The beginning of the post oil era (again)…

The prospect of the $50 barrel of oil is focusing the minds of the West’s policy makers and business leaders nicely. The last time we had a proper oil crisis the rich economies comprehensively cocked it up and wound up more dependent on oil and its fragile producer network than ever before – one of the twentieth century’s great missed opportunities (try to picture the world now with the oil producers reduced to suppliers of a secondary energy source… It’s a different place all together and one in which 9/11 and Iraq would probably never have happened).

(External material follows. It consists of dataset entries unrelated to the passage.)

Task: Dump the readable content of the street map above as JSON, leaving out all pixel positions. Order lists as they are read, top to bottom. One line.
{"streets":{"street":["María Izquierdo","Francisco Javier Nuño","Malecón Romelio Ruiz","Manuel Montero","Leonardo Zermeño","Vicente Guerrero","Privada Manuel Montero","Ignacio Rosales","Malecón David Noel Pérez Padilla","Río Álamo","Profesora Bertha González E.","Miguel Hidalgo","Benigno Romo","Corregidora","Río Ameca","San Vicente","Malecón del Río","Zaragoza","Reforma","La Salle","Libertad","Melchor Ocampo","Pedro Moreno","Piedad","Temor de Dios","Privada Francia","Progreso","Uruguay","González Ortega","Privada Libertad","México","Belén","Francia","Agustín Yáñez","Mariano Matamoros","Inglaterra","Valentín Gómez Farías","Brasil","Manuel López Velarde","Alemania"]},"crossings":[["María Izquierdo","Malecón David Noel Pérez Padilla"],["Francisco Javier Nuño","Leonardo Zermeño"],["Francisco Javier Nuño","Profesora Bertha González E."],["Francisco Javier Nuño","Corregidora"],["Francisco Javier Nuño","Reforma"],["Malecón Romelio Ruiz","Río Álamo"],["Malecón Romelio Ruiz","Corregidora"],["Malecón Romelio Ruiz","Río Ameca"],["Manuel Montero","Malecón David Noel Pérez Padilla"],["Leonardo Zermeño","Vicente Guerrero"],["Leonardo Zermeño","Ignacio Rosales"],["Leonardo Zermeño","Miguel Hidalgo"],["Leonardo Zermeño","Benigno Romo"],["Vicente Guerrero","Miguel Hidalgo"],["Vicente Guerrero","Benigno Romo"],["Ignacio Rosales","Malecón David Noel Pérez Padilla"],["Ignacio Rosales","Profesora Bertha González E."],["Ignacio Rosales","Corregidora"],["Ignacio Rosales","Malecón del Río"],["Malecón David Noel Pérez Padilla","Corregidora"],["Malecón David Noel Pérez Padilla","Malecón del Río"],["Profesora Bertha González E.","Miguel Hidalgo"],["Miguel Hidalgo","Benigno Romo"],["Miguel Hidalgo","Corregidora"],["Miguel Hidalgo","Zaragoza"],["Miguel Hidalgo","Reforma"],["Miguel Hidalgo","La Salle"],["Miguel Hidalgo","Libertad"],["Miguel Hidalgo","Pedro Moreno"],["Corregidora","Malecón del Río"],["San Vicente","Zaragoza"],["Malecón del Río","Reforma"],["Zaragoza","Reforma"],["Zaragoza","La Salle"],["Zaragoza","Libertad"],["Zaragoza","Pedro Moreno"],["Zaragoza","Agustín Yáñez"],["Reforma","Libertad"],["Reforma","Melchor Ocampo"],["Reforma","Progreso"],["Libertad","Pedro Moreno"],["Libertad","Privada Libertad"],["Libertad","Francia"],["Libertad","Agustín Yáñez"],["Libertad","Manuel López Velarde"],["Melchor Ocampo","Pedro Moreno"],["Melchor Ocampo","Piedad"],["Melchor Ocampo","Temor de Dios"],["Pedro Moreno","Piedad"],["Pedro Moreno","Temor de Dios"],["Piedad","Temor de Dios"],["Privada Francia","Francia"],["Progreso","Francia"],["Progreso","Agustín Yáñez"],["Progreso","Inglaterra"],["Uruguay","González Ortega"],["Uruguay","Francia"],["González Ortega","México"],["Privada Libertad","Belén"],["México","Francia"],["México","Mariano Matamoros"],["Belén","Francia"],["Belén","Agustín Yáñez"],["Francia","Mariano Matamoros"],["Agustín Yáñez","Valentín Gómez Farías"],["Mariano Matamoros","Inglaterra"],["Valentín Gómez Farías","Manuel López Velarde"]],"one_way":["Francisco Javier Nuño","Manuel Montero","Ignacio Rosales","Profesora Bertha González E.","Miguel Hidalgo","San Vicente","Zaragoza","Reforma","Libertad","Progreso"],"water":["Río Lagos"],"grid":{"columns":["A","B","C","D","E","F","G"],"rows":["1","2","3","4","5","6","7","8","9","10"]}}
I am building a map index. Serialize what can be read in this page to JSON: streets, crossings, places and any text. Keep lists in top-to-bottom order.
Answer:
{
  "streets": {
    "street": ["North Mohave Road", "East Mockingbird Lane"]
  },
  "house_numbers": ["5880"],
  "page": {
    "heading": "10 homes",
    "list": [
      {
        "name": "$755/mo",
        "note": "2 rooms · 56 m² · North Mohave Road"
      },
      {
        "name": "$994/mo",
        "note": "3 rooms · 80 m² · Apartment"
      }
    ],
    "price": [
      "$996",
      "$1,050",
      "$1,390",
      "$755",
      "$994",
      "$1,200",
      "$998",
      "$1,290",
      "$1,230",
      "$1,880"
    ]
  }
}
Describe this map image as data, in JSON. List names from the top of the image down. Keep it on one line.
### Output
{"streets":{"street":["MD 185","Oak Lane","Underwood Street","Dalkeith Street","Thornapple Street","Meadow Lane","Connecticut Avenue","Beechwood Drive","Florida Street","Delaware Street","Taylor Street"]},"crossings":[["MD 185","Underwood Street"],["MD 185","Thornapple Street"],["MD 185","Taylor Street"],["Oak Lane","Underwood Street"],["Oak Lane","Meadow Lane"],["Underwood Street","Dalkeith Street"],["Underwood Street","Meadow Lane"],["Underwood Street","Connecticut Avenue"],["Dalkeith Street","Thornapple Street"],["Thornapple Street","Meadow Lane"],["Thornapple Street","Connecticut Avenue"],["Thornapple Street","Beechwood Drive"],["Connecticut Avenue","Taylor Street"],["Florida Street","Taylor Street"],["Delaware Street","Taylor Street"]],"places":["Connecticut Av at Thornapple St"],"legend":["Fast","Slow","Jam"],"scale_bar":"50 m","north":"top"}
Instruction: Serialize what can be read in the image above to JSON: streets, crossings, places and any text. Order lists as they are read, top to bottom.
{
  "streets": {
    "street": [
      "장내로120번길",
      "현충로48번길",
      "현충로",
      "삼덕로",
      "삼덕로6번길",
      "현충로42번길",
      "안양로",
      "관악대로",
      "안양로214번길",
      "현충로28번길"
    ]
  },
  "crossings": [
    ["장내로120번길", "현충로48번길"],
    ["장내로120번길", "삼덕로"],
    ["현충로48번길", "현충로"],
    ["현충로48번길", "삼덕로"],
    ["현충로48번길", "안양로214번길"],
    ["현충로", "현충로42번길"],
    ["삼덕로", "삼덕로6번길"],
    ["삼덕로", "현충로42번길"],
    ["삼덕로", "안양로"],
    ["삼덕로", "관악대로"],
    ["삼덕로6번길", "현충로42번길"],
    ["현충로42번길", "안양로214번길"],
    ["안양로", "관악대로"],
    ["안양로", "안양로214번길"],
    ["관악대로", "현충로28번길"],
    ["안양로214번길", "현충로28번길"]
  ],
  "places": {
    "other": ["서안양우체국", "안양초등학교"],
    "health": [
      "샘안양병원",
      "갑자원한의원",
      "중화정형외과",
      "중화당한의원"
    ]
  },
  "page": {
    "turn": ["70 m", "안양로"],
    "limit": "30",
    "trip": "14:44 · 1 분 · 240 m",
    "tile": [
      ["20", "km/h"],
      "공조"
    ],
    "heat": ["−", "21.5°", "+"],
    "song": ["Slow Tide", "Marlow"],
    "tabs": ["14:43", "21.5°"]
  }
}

This time I think we’ll get it right, though. The planet-wide rush for alternatives – hydrogen in particular – will be faster and more widespread than anyone expects. You will be driving a hybrid SUV or a fuel cell car in ten years and the Northern European economies, in particular, will get the majority of their domestic power from renewables within twenty-five (the NIMBYs, meanwhile, will need to be marginalised – we have no choice this time round).

Business Week on the unexpected revival of solar power. The Economist’s excellent survey of the car industry (Economist surveys are free, I think, but may require free registration), including this piece about electric cars. James Surowiecki in Wired Magazine points out that Hybrids are already selling fast with practically no advertising, no real Government subsidy and no track record. MSNBC on a fascinating and possibly Quixotic effort to kick-start hydrogen without waiting for fuel cells by converting ordinary internal combustion engines to run on H².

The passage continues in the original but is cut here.